> **Aim of the exercise**
Would you return each entry exactly as written, omitting any pictures?

> **Information**
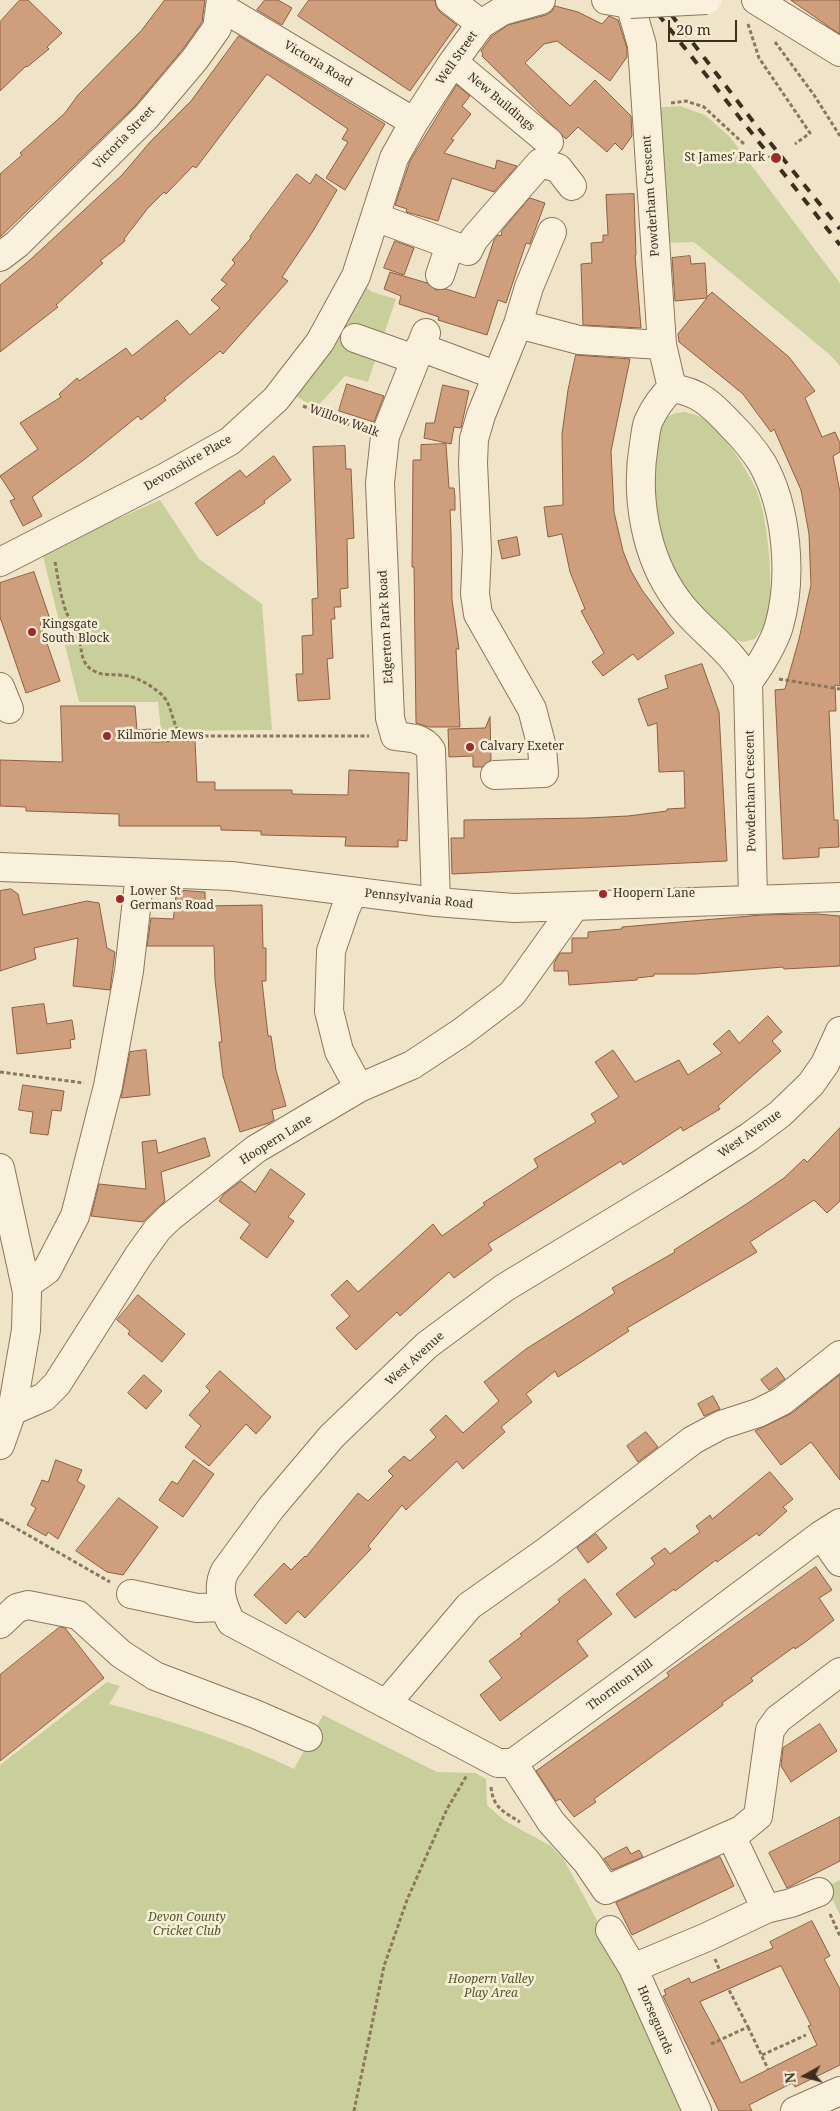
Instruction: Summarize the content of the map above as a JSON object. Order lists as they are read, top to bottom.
{
  "streets": {
    "street": [
      "Well Street",
      "Victoria Road",
      "New Buildings",
      "Victoria Street",
      "Powderham Crescent",
      "Devonshire Place",
      "Edgerton Park Road",
      "Pennsylvania Road",
      "West Avenue",
      "Hoopern Lane",
      "Thornton Hill",
      "Horseguards"
    ],
    "path": ["Willow Walk"]
  },
  "crossings": [
    ["Well Street", "Victoria Road"],
    ["Well Street", "New Buildings"],
    ["Well Street", "Devonshire Place"],
    ["Victoria Road", "Victoria Street"],
    ["Victoria Road", "Devonshire Place"],
    ["Powderham Crescent", "Pennsylvania Road"],
    ["Willow Walk", "Edgerton Park Road"],
    ["Pennsylvania Road", "Hoopern Lane"]
  ],
  "parks": ["Devon County Cricket Club", "Hoopern Valley Play Area"],
  "places": [
    "St James' Park",
    "Kingsgate South Block",
    "Kilmorie Mews",
    "Calvary Exeter",
    "Hoopern Lane",
    "Lower St Germans Road"
  ],
  "scale_bar": "20 m",
  "north": "left"
}
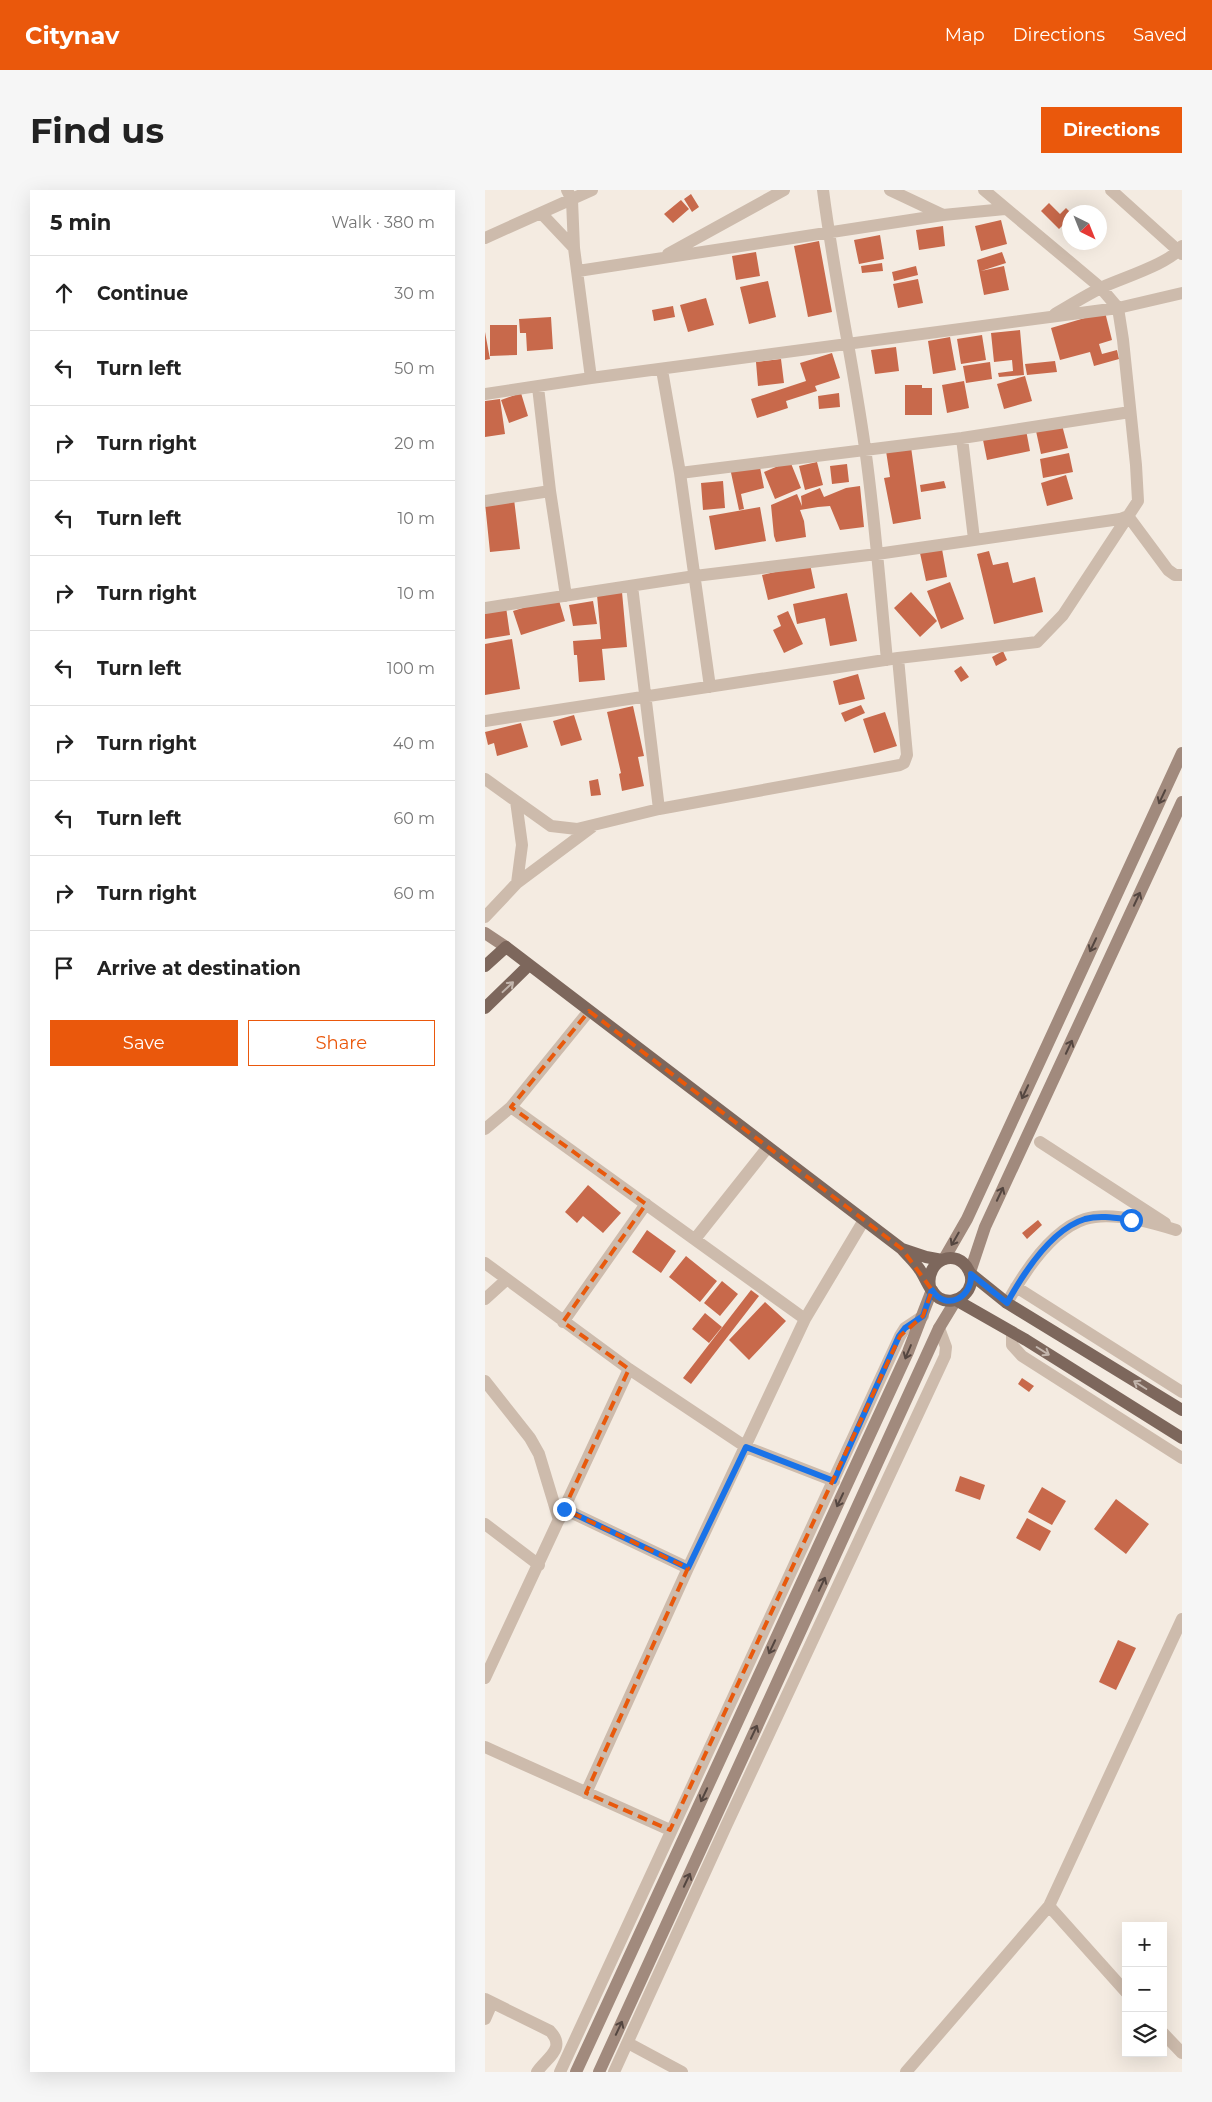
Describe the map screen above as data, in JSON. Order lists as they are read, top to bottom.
{
  "north": "bottom right",
  "page": {
    "header": "Citynav",
    "nav": ["Map", "Directions", "Saved"],
    "buttons": [
      "Directions",
      ["Save", "Share"]
    ],
    "title": "Find us",
    "heading": ["5 min", "Walk · 380 m"],
    "list": [
      ["Continue", "30 m"],
      ["Turn left", "50 m"],
      ["Turn right", "20 m"],
      ["Turn left", "10 m"],
      ["Turn right", "10 m"],
      ["Turn left", "100 m"],
      ["Turn right", "40 m"],
      ["Turn left", "60 m"],
      ["Turn right", "60 m"],
      "Arrive at destination"
    ],
    "map_buttons": ["+", "−"]
  }
}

> **Response**
Instruction: Summarize the content of the map above as a JSON object. Order lists as they are read, top to bottom.
{
  "streets": {
    "street": [
      "Well Street",
      "Victoria Road",
      "New Buildings",
      "Victoria Street",
      "Powderham Crescent",
      "Devonshire Place",
      "Edgerton Park Road",
      "Pennsylvania Road",
      "West Avenue",
      "Hoopern Lane",
      "Thornton Hill",
      "Horseguards"
    ],
    "path": ["Willow Walk"]
  },
  "crossings": [
    ["Well Street", "Victoria Road"],
    ["Well Street", "New Buildings"],
    ["Well Street", "Devonshire Place"],
    ["Victoria Road", "Victoria Street"],
    ["Victoria Road", "Devonshire Place"],
    ["Powderham Crescent", "Pennsylvania Road"],
    ["Willow Walk", "Edgerton Park Road"],
    ["Pennsylvania Road", "Hoopern Lane"]
  ],
  "parks": ["Devon County Cricket Club", "Hoopern Valley Play Area"],
  "places": [
    "St James' Park",
    "Kingsgate South Block",
    "Kilmorie Mews",
    "Calvary Exeter",
    "Hoopern Lane",
    "Lower St Germans Road"
  ],
  "scale_bar": "20 m",
  "north": "left"
}
Describe the map screen above as data, in JSON. Order lists as they are read, top to bottom.
{
  "north": "bottom right",
  "page": {
    "header": "Citynav",
    "nav": ["Map", "Directions", "Saved"],
    "buttons": [
      "Directions",
      ["Save", "Share"]
    ],
    "title": "Find us",
    "heading": ["5 min", "Walk · 380 m"],
    "list": [
      ["Continue", "30 m"],
      ["Turn left", "50 m"],
      ["Turn right", "20 m"],
      ["Turn left", "10 m"],
      ["Turn right", "10 m"],
      ["Turn left", "100 m"],
      ["Turn right", "40 m"],
      ["Turn left", "60 m"],
      ["Turn right", "60 m"],
      "Arrive at destination"
    ],
    "map_buttons": ["+", "−"]
  }
}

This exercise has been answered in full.